New data from one of the largest prospective ongoing global studies examining the use of oral antithrombotics for stroke prevention in atrial fibrillation (AF) in clinical practice, GLORIA-AF, were presented at the EHRA 2018, the annual congress of the European Heart Rhythm Association (EHRA). The registry examined two-year safety and effectiveness outcomes of nearly 5,000 AF patients treated with dabigatran (marketed as Pradaxa). Results of the completed Phase II of GLORIA–AF, presented during the ‘Late-breaking science – Registries’ session, showed low rates of major bleeding (0.97%) and stroke (0.65%). These findings confirm the sustained safety and effectiveness of dabigatran and are highly consistent with the long-term safety profile observed in other real-world evidence, as well as in randomised clinical trials.
“Long-term, ‘real-world’ data are important to cardiologists as they help build a bigger picture of how an antithrombotic medication works in daily clinical practice,” commented Gregory Y H Lip, MD, Co-Chair of the GLORIA-AF Steering Committee. “The results from the second phase of GLORIA-AF underline the safety and effectiveness of dabigatran, which is reassuring for physicians treating patients with atrial fibrillation.”
In an additional analysis from GLORIA-AF the safety of uninterrupted dabigatran for patients undergoing cardiovascular (CV) interventions was evaluated.

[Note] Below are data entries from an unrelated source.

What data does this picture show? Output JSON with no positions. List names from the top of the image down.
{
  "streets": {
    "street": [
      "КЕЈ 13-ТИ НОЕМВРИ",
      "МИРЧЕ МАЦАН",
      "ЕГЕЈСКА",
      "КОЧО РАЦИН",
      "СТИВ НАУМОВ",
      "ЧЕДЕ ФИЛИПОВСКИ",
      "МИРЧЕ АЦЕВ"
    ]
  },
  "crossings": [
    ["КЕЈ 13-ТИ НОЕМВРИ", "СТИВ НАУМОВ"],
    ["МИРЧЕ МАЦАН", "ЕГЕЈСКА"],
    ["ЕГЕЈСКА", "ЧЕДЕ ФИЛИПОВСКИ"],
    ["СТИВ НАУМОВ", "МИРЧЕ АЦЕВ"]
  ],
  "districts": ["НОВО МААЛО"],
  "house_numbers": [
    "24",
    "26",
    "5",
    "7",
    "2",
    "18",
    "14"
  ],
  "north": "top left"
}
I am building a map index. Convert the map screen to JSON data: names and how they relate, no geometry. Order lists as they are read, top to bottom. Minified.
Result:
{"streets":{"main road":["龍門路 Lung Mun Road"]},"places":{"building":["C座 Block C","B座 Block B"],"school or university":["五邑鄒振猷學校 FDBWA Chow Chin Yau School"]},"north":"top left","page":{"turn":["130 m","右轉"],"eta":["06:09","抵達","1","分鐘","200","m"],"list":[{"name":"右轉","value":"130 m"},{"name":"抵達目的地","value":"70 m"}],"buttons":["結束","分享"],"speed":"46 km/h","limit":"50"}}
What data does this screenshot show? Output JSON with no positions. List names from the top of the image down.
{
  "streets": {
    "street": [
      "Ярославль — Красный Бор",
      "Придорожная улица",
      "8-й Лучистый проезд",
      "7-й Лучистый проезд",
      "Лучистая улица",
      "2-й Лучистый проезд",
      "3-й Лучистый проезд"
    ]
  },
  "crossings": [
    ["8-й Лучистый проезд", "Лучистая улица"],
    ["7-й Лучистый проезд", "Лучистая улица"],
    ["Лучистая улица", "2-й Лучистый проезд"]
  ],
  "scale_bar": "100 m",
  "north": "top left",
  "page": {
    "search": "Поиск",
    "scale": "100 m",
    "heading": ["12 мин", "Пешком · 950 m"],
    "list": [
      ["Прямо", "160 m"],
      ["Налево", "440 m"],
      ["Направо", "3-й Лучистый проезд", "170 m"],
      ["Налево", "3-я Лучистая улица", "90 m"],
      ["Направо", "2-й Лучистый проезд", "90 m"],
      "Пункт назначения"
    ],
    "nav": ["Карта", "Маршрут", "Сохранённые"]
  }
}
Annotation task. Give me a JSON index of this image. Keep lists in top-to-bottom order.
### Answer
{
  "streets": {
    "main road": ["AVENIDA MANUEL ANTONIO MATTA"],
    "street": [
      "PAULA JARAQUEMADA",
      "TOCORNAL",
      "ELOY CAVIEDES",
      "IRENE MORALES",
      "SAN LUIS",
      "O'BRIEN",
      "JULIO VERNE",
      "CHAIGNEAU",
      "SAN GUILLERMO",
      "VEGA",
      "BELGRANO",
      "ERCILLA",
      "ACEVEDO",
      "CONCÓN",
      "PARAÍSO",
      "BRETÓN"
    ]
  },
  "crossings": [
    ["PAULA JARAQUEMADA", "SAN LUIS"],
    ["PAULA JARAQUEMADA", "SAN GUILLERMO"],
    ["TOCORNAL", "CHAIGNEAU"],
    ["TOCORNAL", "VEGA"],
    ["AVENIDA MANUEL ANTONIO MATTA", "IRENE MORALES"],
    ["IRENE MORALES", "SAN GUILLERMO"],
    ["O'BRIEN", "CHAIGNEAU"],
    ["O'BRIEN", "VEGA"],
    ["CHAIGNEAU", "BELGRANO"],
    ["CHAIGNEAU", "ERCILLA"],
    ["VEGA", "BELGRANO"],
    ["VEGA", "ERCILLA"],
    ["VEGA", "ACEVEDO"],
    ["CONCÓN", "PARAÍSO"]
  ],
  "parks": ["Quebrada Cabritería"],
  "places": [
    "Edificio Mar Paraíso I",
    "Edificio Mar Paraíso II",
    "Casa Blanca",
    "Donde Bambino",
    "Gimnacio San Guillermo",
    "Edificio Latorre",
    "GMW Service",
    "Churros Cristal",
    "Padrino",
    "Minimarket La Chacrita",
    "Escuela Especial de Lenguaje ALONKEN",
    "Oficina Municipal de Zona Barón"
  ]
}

The rates of major bleeding and stroke/ systemic embolism were very low, i.e. one major bleed and one systemic embolic event occurred in 412 CV interventions that were performed with uninterrupted dabigatran.
“From the first clinical trials such as RE-LY and RELY-ABLE, through to numerous real-world studies, both supported by and independent from Boehringer Ingelheim, we get an absolute, consistent picture of the favorable safety of dabigatran,” commented Professor Jörg Kreuzer, Vice President Medicine, Therapeutic Area Cardiovascular, Boehringer Ingelheim. “Recent clinical trials in specific settings like RE-CIRCUIT, with dabigatran in AF patients undergoing cardio ablation, again demonstrated the superior safety of Pradaxa compared to standard-of-care. The prospective, long-term data for dabigatran from GLORIA-AF now add one further piece to complete this picture with profound real-world evidence.”
AF is the most common cardiac rhythm disorder worldwide, with numbers expected to rise in the coming years. Overall, people diagnosed with AF have a five-fold increased risk of stroke, which occurs when a blood clot blocks a vessel in the brain. Each year three million patients suffer AF-related strokes.
(Global Registry on Long-Term Oral Antithrombotic Treatment in Patients with Atrial Fibrillation)
GLORIA-AF is one of the largest worldwide registry programs to investigate the long-term use of oral antithrombotic therapies in the prevention of non-valvular AF-related strokes in a routine clinical setting. The Registry examines physicians’ prescribing behaviors in treating AF, as well as the factors behind their prescribing decisions. In addition, GLORIA-AF Phase II, which has recently completed, provides safety and effectiveness data from dabigatran during 2 years of follow-up. Phase III, which is currently ongoing, follows patients independent of antithrombotic therapy for three years to evaluate the safety and effectiveness of oral anticoagulants (OACs). GLORIA-AF is currently the only study with the objective to provide long-term prospective comparative real-world outcomes of OACs for AF during its third Phase.
The Registry will enroll up to 56,000 patients newly diagnosed with AF at risk of stroke from up to 2,200 sites in nearly 50 countries. So far more than 38,000 patients have been included.